Is Biden really winning?

Presumptive Democratic presidential nominee Joe Biden is running for president in 2020, but he’s using a 1920 strategy.
Biden declines to emerge from his basement and instead criticizes President Donald Trump, issues pronouncements and conducts interviews via social media broadcasts. Biden’s efforts recall the “front porch” strategy used by Republican Warren Harding, who a century ago literally campaigned from the front of his Ohio home.
Biden’s plan might be working, if you listen to the mainstream media. Many headlines in recent days indicate the Democrat leads the Republican incumbent in national polls by five or six percentage points.
But we don’t elect presidents nationally. And that’s where Biden, like Hillary Clinton in 2016, has a problem.
Last week CNN and the polling firm SSRS released a poll that showed Trump prevailing in 15 critical battle ground states. They include: Arizona, Colorado, Florida, Georgia, Maine, Michigan, Minnesota, Nevada, New Hampshire, New Mexico, North Carolina, Ohio, Pennsylvania, Virginia and Wisconsin.
Among respondents within those states, Trump led the former vice president 52 percent to 45 percent. Additionally, 47 percent of voters in those states held a favorable view of Trump, compared to 45 percent for Biden.
The poll showed other troubling signs for the Democrat.
For instance, 11 months ago a Quinnipiac poll showed Biden with a 13-point advantage over Trump across the country. That lead not only has shrunk by more than half, but it was driven in large part by support for Biden by women. At that time, Quinnipiac indicated Biden outpolled Trump among women by margin of 60-34. Trump even trailed Biden among men back then, 47 percent to 46 percent.
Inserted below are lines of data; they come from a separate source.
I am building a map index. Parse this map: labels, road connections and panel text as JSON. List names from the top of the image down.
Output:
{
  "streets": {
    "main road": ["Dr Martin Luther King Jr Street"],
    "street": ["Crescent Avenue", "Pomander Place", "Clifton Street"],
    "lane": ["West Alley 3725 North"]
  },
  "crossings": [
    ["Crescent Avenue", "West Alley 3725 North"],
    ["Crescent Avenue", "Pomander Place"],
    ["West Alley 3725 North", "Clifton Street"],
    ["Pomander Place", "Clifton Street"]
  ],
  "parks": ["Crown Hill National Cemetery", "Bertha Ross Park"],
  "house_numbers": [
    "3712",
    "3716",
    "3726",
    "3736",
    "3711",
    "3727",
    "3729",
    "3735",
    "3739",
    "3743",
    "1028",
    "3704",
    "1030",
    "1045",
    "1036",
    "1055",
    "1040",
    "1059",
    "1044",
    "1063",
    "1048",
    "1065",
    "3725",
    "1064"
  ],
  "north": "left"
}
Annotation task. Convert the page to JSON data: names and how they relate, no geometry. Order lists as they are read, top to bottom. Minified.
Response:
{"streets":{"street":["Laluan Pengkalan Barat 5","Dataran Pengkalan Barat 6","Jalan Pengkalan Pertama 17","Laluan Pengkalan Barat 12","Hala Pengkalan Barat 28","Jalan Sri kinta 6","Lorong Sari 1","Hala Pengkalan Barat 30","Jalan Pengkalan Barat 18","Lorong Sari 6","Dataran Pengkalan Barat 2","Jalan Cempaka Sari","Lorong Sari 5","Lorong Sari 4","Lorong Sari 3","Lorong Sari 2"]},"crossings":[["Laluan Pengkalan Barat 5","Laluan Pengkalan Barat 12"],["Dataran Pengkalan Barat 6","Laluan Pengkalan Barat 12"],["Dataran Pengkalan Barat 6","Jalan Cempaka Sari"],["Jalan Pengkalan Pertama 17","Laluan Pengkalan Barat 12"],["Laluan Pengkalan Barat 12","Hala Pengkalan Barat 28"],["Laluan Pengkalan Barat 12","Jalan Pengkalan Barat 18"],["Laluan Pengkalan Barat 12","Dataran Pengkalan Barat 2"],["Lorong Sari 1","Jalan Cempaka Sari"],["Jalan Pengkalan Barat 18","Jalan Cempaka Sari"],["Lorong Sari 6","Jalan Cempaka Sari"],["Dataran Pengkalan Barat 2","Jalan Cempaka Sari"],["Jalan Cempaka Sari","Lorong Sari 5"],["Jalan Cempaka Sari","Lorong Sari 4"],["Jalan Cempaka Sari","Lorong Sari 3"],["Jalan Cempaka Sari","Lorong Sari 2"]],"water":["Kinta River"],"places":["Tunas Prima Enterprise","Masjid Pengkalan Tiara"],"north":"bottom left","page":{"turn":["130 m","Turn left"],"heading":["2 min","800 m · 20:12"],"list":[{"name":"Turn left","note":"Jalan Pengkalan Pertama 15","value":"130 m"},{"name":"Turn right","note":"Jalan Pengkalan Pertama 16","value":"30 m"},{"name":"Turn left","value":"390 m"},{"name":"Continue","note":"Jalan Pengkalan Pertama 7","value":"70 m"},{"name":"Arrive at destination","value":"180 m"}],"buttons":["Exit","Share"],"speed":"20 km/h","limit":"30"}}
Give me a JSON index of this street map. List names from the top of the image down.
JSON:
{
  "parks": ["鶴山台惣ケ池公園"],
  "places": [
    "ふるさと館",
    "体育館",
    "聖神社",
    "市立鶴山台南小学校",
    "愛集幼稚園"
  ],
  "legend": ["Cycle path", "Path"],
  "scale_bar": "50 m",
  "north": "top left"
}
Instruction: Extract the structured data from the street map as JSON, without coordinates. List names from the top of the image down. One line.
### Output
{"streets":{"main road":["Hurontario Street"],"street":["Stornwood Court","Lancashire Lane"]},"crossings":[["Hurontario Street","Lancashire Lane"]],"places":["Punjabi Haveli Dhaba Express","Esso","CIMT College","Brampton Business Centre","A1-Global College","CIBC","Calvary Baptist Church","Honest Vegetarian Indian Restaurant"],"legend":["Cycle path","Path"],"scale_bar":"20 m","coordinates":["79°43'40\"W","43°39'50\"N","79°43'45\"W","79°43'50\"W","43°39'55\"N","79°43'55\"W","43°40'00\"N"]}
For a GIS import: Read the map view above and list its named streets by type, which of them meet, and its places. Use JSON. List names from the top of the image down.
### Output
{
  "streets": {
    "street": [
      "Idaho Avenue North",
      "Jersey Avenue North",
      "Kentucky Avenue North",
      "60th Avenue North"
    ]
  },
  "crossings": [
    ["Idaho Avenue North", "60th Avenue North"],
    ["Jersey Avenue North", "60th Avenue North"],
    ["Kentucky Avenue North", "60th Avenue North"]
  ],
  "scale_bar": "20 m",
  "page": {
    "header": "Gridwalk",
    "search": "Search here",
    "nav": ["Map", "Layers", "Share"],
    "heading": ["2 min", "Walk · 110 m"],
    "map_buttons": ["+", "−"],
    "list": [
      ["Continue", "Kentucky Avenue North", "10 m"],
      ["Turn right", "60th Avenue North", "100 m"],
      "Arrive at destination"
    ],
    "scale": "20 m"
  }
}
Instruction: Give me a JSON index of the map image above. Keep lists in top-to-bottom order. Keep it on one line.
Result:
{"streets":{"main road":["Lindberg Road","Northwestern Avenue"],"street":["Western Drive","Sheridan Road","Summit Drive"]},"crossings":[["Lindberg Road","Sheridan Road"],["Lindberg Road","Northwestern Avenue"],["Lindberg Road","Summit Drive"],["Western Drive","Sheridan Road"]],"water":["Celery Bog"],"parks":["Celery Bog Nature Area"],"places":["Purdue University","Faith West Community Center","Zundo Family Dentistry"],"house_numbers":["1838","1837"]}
Yet the CNN/SSRS poll found that just 50 percent of women had a favorable opinion of Biden, while his support among men has dipped to 40 percent. In the more recent survey, Trump also led Biden among voters under 50.
The poll had a weakness. As The Hill reported, the CNN/SSRS survey did not sample each battleground state separately. Rather, pollsters simply surveyed residents who live in those 15 closely decided states in taking the pulse of the country at large. Which is why other polls in the states that are expected to be the most hotly contested reveal mixed results. Biden, for instance, holds slight leads in recent surveys taken in Florida, Pennsylvania and Wisconsin — while Trump is up a tad in places like Ohio and North Carolina.
It’s obvious that neither Trump nor Biden is close to declaring victory. Surely these numbers will fluctuate should the challenger ever decide to leave his basement and face Trump head-on, when Biden will have to defend his long record, his plans for the future and his mental acuity against the president’s wood-chipper campaign rhetoric.
In the wake of this poll — or any poll — it’s also worth asking why our media still engage in this horse-race aspect of who’s up or down, or why we should listen to them. After all, the most overriding question rising from the autopsy of Hillary Clinton’s defeat in the 2016 presidential election was: Why were the polls so wrong?